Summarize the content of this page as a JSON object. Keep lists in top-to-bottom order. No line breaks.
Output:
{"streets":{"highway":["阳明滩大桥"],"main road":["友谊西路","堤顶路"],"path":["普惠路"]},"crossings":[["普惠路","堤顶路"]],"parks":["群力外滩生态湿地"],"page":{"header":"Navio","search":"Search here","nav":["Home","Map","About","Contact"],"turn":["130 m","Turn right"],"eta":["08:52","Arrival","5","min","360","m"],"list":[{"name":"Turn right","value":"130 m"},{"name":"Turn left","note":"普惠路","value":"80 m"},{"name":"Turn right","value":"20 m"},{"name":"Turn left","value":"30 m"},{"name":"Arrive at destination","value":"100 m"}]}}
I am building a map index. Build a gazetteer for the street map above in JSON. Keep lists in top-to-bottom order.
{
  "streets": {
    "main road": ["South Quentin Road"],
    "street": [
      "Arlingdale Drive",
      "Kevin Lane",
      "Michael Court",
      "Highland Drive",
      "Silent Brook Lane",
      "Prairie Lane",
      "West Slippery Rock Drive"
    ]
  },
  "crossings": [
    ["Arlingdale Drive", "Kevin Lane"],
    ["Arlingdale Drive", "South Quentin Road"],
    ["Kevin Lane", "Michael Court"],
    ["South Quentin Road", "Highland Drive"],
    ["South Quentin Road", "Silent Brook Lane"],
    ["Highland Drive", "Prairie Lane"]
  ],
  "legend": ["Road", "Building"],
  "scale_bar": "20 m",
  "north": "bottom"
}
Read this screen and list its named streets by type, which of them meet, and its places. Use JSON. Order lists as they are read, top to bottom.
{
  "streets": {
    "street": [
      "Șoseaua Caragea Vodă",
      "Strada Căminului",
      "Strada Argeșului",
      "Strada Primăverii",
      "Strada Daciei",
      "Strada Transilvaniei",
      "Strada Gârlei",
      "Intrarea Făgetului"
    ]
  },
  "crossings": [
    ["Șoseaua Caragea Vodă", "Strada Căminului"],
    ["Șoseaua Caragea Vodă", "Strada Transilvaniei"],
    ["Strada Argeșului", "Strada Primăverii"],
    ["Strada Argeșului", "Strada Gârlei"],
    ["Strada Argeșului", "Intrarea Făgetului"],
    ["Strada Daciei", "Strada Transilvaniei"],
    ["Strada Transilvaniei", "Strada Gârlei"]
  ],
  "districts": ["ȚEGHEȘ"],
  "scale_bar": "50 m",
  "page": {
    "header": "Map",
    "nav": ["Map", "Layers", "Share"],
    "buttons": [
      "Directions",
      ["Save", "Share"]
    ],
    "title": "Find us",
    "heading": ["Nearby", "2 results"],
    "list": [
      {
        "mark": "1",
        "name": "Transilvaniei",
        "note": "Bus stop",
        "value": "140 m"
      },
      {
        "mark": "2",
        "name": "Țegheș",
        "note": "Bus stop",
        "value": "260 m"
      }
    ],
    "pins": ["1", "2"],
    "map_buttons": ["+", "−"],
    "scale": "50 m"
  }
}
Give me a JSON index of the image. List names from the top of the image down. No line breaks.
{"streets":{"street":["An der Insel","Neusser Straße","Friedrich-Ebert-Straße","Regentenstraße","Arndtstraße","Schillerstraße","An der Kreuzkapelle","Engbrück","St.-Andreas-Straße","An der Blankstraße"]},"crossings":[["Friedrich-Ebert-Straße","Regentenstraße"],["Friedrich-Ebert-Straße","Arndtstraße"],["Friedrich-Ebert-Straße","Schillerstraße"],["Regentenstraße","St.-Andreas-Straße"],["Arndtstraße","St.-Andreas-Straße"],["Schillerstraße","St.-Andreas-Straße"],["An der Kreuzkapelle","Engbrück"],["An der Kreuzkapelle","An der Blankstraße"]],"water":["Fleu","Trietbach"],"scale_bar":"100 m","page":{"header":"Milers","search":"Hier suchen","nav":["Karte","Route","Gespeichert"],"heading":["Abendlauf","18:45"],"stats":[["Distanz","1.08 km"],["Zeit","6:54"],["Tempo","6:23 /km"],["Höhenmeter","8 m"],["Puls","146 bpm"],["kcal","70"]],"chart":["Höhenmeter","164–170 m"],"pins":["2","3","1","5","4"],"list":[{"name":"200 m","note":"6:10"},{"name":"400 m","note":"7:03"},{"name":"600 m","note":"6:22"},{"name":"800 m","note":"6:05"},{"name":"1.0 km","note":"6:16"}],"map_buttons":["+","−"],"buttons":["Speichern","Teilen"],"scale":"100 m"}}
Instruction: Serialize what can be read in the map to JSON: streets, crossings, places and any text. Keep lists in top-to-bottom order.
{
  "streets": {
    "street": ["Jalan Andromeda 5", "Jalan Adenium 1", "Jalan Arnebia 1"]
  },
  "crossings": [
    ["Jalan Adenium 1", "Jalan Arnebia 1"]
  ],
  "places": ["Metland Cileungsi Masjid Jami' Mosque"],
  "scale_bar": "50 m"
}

→ **WHAT TO DO**
Within the material above, how many lines contain "Silent"? Only the number should be given.

→ **RESPONSE TO THE TASK**
2